¡Saludos y salud, inolvidable Lupe Sino!, aunque la adversidad te persiga
adre Patria sólo hay una, así que no ha tenido inconveniente, amorosa como es, de acoger en su pecho a cuanto hijo saqueador latinoamericano le solicita asilo, comprensión y consuelo. Sus motivos tendrá, tal vez apremiada por su perverso amigo estadunidense, inclinado a salvar al mundo con una torpeza conmovedora, más si se trata de leales colaboradores a sus intereses, sean ex presidentes, ex secretarios o ex gobernadores mediante juececitos amparadores, que lo mismo suspenden el funcionamiento de plazas de toros mal aprovechadas que descongelan jugosas cuentas bancarias de esposas y cómplices de delincuentes juzgados, no aquí, sino en la tierra del citado amigo perverso.

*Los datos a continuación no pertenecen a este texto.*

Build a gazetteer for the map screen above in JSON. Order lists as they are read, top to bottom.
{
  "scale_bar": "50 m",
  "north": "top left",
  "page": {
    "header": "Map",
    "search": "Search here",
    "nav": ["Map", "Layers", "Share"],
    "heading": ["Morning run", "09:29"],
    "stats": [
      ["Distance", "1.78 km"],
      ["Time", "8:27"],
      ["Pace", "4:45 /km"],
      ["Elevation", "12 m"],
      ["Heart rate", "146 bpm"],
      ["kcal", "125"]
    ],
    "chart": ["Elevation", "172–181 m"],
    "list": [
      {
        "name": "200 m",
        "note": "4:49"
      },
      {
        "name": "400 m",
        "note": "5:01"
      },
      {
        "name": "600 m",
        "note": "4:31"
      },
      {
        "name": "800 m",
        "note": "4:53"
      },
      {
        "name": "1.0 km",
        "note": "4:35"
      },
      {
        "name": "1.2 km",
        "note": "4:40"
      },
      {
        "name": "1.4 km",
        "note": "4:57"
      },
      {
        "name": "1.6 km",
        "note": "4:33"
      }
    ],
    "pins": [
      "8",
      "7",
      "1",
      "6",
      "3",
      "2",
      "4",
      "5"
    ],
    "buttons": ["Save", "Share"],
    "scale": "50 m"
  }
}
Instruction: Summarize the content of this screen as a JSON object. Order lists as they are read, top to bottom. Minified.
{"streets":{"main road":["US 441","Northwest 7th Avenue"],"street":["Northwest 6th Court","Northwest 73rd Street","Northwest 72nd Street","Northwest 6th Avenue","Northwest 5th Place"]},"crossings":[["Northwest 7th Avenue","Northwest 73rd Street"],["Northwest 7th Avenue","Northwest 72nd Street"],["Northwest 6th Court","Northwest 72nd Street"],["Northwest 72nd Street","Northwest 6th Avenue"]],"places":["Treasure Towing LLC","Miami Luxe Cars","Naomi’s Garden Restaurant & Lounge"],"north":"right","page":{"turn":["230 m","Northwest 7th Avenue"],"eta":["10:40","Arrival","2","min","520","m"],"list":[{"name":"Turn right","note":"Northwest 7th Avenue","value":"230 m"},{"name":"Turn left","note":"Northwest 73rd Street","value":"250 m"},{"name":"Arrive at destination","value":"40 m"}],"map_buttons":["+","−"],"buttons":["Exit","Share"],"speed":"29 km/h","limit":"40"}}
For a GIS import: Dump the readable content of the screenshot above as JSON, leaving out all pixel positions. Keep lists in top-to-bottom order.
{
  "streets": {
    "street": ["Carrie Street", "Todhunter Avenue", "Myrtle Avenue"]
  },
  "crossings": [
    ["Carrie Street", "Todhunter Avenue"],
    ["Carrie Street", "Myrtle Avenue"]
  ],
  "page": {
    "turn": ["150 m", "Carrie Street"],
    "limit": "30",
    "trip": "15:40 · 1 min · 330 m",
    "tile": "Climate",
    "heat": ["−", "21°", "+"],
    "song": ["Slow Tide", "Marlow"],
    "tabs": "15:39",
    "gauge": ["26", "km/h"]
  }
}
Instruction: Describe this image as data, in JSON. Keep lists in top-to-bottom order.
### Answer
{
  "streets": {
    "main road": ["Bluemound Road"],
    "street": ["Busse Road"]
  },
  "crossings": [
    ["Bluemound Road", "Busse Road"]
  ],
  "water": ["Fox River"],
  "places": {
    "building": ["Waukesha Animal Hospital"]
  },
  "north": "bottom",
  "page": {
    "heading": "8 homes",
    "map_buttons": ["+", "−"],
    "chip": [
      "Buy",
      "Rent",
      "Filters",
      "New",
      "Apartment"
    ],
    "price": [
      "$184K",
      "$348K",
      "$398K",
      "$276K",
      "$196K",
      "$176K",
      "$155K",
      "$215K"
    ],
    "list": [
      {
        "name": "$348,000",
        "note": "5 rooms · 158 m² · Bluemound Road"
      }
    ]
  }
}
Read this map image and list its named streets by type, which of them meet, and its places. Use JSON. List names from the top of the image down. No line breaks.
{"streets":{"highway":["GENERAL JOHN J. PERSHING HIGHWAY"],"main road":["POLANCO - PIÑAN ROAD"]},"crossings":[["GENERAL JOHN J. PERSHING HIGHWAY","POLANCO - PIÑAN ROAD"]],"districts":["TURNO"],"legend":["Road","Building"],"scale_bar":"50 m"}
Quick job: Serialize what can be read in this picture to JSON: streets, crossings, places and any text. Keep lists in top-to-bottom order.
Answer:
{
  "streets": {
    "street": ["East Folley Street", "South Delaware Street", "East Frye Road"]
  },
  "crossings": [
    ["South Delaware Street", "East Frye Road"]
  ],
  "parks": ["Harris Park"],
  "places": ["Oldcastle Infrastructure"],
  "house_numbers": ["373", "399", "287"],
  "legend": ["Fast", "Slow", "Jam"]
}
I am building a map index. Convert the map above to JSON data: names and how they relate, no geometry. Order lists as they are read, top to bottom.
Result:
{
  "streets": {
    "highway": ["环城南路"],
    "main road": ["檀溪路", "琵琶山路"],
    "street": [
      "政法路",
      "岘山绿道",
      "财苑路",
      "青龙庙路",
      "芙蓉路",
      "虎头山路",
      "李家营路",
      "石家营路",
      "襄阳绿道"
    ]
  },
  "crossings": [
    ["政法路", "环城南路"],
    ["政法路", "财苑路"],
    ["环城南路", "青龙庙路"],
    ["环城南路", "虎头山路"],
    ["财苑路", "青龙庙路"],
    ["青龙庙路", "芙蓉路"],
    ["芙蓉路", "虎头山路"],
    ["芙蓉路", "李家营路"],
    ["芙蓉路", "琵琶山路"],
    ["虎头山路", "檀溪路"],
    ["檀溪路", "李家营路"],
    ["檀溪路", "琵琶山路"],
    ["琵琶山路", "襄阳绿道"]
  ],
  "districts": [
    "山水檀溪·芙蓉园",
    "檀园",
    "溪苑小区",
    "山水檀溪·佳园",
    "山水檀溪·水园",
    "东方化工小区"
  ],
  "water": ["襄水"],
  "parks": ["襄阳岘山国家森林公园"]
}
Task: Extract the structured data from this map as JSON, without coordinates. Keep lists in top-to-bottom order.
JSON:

Justicia payasa, pues.
Ante tanta impostura, mejor recordar a seres humanos que supieron apostar por la vida y el amor, indiferentes a la mediocridad que los acosó, como por ejemplo la calumniada y malmirada Antonia Bronchalo Lopesino, conocida en el medio artístico español como Lupe Sino (Sayatón, Zaragoza, 6 de marzo de 1917-Madrid, 13 de septiembre de 1959), una esbelta mujer de tez morena clara, ojos verdes, pómulos de ensueño, melena oscura y ondulada y una sonrisa para estremecer planetas, que a los 26 años cometió la temeridad de encontrar, admirar y amar a Manuel Rodríguez Manolete, y ambos el pecado de enamorarse.
Fueron sólo cuatro años de apasionada −para ellos− y escandalizante −para los demás− relación sentimental, en los que la pareja tuvo la valentía de ignorar críticas y maledicencias de parientes, taurinos y clerigalla y darle sentido a su amorosa libertad, que de algo debía servir ser el llenaplazas de la época, ídolo de multitudes y pararrayos de una dictadura. Familiares y miembros de la cuadrilla del torero a sus espaldas aludían a Antonia como la bicha, culebra o víbora.
Buena parte de la crítica taurina de allá y de aquí se empeñaba en convertir al entregado −en el ruedo y en la cama− Manolo en referente de virtudes cristianas y ejemplo de castidad, por lo que se propagó la versión de que en su lecho de muerte, con un crucifijo entre las manos colocado por Álvaro Domecq y Díez, invocó a su madre y no la presencia de Lupe, que permanecía en el cuarto contiguo.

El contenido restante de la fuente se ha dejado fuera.